• Problem to solve: Report every line of the records that includes the word "linecap".
[Opening Input section]
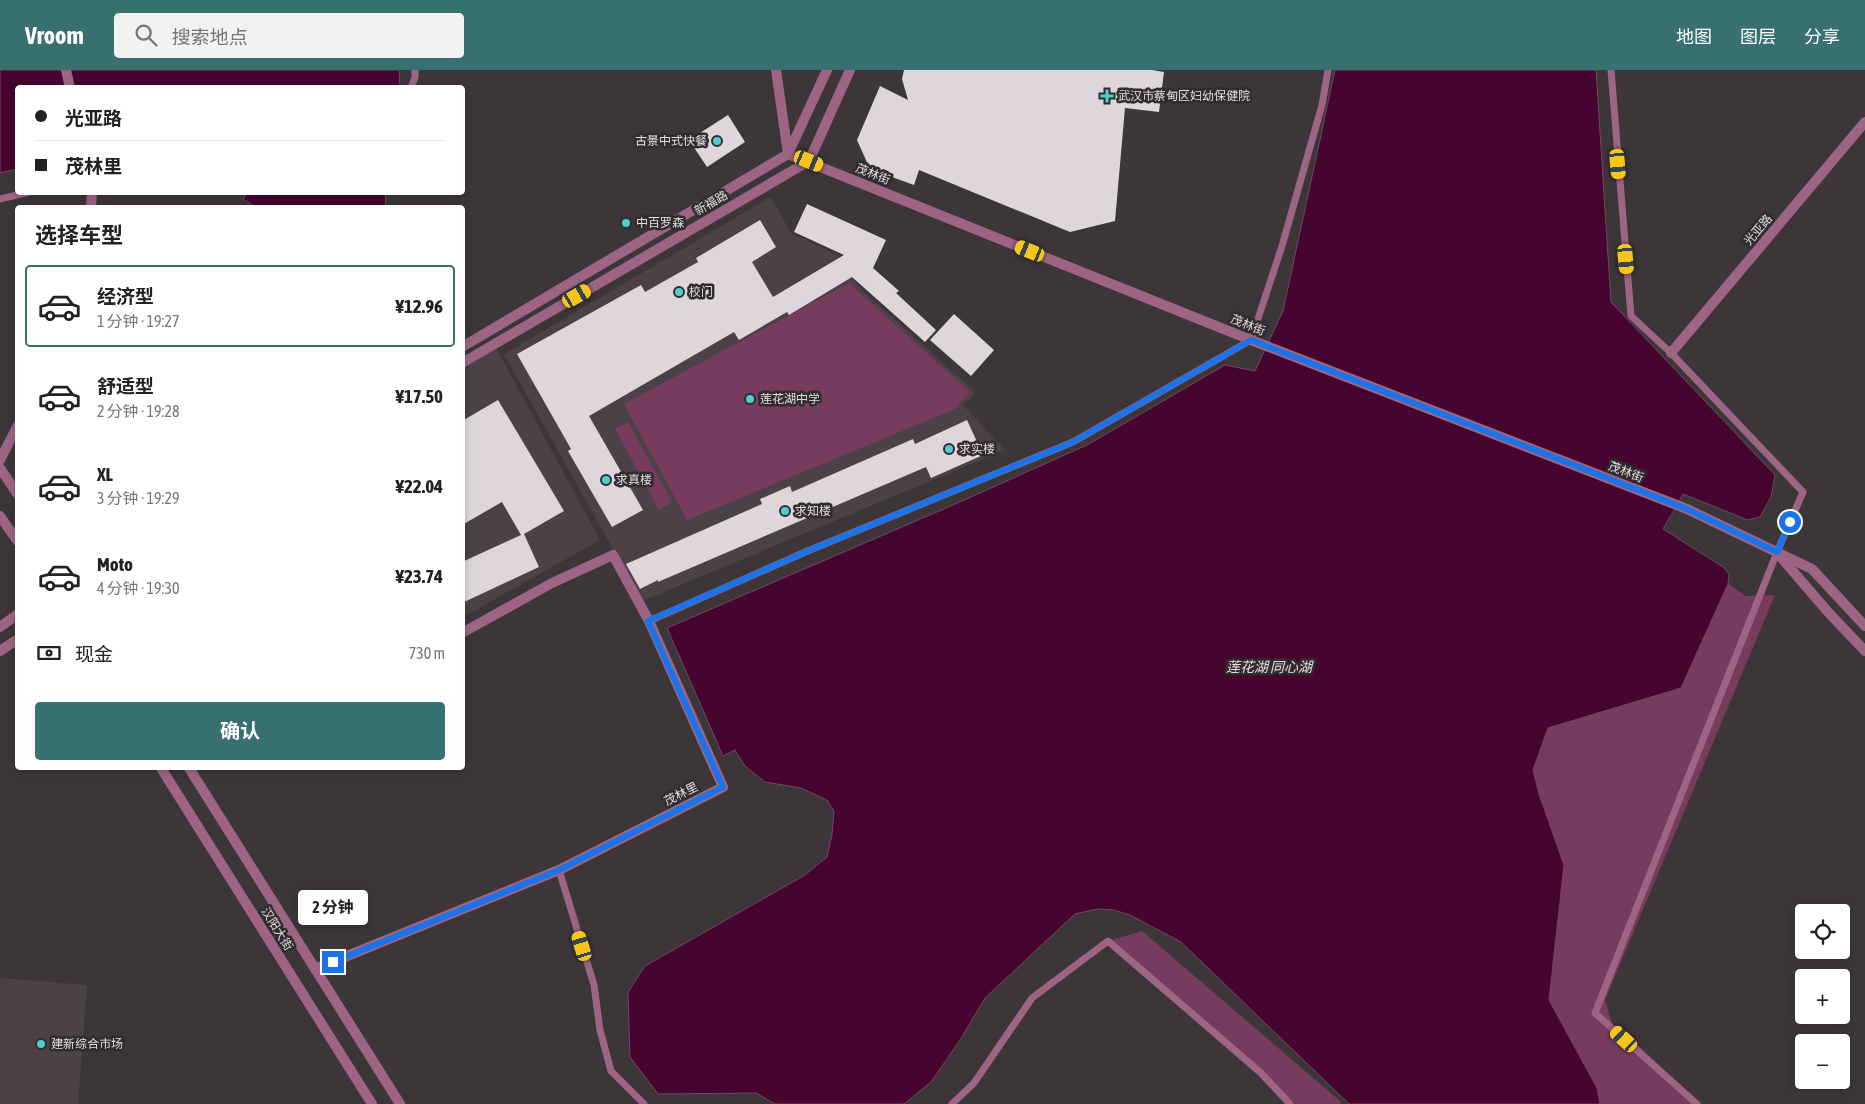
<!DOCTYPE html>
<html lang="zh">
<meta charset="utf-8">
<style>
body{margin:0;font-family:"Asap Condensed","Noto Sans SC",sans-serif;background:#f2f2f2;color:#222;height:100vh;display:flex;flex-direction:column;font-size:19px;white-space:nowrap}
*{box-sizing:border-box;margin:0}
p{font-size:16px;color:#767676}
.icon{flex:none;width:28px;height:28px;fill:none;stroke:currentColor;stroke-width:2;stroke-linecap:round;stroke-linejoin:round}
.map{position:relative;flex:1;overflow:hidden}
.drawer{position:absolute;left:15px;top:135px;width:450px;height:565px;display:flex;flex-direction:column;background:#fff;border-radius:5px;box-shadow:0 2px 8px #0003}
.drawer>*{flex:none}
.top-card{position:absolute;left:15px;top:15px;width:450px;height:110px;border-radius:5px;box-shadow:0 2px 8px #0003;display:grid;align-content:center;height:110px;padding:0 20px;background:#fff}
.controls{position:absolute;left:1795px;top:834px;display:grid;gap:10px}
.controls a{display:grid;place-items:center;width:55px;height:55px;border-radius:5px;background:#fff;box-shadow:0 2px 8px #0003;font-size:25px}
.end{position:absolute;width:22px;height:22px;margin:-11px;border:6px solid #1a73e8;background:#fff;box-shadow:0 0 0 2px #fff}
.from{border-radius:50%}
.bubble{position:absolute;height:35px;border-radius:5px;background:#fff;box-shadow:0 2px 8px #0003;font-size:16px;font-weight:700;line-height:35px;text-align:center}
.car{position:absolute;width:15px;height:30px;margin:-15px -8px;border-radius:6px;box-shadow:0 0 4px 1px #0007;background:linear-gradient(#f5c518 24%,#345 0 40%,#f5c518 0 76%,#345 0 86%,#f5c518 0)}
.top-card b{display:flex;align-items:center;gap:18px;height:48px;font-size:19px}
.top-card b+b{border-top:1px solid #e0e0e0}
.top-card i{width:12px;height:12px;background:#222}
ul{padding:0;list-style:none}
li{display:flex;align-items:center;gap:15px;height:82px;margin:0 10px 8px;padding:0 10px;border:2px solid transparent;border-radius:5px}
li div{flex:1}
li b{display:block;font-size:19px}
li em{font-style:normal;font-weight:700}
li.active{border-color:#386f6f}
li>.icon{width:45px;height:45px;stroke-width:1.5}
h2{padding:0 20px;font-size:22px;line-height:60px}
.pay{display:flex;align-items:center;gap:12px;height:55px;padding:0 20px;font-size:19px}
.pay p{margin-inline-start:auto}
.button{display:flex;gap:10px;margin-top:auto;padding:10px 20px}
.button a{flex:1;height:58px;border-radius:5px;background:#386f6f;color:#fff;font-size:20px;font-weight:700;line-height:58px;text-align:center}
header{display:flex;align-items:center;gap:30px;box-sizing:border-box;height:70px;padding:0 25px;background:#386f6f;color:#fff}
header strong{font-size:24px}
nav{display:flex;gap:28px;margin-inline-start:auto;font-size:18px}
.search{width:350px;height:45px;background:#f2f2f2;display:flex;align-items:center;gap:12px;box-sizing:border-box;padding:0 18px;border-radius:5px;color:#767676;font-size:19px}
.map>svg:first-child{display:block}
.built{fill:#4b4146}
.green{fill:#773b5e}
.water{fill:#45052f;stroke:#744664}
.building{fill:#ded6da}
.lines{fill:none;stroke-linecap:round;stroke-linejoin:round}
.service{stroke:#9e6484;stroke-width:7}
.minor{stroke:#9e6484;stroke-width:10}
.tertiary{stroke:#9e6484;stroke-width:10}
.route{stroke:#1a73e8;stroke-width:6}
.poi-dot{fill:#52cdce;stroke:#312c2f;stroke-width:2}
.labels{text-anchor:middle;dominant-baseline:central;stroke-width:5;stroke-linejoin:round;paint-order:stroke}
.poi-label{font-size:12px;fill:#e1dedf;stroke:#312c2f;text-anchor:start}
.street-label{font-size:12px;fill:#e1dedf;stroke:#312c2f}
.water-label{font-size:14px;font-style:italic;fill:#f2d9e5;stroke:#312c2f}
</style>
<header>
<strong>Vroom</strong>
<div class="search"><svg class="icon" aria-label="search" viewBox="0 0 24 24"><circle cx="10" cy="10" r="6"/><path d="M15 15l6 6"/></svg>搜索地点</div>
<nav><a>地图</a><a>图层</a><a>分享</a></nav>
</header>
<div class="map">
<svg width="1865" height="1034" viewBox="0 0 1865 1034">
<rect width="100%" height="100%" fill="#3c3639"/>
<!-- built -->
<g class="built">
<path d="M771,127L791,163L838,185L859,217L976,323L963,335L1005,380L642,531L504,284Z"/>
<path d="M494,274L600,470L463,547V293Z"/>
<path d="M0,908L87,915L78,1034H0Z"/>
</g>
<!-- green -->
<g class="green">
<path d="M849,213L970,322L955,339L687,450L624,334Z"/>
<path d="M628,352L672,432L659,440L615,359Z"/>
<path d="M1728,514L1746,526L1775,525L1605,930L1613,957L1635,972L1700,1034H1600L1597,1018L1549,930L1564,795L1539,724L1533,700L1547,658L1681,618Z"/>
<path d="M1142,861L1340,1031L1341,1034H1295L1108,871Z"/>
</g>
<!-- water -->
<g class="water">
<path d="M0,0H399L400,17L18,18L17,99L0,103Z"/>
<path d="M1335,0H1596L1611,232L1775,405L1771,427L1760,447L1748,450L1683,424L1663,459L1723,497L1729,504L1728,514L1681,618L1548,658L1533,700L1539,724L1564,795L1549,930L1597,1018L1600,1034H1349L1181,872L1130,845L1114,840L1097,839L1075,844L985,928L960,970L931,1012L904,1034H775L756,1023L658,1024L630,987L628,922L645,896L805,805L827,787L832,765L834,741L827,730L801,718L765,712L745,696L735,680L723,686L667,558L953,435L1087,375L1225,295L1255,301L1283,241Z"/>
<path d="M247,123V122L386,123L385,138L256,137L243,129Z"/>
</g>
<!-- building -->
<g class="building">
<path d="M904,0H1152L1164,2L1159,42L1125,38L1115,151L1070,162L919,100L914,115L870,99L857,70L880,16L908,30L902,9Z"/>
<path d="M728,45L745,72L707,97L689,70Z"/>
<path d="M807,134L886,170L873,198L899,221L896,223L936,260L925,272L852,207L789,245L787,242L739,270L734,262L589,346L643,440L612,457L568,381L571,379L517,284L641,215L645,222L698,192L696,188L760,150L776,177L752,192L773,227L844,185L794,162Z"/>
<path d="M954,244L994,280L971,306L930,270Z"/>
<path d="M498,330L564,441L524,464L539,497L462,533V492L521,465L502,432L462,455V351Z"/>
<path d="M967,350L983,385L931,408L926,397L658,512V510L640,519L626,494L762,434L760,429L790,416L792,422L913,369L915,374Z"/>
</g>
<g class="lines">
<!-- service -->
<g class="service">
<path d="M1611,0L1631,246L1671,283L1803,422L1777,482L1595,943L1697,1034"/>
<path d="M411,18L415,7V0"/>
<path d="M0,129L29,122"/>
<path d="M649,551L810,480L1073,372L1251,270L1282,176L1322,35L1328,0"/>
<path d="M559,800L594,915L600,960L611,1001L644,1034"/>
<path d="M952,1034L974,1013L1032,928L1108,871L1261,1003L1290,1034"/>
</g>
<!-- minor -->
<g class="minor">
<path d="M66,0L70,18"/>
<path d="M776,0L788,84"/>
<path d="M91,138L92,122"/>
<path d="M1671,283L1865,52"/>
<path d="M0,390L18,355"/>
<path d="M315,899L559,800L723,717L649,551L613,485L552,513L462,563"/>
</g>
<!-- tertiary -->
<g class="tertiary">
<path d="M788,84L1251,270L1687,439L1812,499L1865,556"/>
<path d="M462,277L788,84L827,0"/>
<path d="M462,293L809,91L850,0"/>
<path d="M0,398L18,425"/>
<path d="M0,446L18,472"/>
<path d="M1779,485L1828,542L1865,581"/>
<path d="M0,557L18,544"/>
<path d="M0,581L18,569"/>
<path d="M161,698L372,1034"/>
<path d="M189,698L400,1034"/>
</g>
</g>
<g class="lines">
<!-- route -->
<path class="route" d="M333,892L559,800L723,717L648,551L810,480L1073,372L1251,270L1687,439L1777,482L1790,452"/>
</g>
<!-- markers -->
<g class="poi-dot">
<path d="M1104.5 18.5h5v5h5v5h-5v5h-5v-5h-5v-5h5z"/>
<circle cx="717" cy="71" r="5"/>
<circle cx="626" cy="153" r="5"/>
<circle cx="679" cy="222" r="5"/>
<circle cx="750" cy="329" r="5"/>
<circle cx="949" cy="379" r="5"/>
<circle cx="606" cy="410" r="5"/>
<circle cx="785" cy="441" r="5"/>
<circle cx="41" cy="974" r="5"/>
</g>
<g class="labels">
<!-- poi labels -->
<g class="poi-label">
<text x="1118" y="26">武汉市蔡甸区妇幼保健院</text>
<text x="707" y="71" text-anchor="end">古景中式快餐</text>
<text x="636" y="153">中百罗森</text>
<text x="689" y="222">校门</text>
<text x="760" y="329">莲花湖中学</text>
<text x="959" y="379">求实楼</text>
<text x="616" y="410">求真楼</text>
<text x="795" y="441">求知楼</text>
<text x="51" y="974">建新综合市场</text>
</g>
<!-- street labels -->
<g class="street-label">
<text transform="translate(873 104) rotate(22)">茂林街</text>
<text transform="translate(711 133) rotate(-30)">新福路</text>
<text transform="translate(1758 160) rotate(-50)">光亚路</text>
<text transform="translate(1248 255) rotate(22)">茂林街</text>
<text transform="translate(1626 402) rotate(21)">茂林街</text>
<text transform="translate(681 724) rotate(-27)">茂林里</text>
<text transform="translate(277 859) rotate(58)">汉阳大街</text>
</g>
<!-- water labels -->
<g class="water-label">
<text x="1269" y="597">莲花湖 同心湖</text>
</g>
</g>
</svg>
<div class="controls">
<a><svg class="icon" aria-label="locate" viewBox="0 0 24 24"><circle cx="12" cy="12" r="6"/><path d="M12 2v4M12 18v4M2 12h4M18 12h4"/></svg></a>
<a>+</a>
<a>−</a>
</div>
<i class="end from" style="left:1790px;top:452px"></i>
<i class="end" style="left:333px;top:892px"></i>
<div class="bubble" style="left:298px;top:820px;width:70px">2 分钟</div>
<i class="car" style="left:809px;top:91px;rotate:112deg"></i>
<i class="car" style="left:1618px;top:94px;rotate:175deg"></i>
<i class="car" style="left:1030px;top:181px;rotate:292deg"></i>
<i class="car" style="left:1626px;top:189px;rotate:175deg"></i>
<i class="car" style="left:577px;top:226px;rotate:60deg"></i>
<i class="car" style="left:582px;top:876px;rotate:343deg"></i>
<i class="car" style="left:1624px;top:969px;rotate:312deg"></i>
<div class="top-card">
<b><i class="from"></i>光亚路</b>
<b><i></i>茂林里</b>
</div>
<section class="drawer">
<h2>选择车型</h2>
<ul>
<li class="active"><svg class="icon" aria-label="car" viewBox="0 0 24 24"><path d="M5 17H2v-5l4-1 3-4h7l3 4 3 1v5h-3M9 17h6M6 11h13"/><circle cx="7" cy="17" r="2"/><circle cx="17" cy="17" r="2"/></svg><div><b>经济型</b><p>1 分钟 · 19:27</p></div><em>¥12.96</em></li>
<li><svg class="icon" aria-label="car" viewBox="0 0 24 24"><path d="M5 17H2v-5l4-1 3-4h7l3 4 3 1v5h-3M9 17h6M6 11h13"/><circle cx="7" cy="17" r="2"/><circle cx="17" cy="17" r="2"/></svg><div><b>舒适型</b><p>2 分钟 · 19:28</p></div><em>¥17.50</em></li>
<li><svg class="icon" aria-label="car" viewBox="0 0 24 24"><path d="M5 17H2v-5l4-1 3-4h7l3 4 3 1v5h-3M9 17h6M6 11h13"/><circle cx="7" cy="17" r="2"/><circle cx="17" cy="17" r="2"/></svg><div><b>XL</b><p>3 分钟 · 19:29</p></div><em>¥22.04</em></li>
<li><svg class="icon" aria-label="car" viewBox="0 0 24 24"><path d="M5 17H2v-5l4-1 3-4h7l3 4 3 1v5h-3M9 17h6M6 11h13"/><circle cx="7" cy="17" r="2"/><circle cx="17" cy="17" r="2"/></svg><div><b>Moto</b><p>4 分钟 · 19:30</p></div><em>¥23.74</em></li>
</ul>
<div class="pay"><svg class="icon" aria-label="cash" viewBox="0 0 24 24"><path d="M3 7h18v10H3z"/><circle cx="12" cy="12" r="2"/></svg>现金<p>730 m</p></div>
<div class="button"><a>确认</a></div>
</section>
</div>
[Closing Input section]
• Result below:
.icon{flex:none;width:28px;height:28px;fill:none;stroke:currentColor;stroke-width:2;stroke-linecap:round;stroke-linejoin:round}
.lines{fill:none;stroke-linecap:round;stroke-linejoin:round}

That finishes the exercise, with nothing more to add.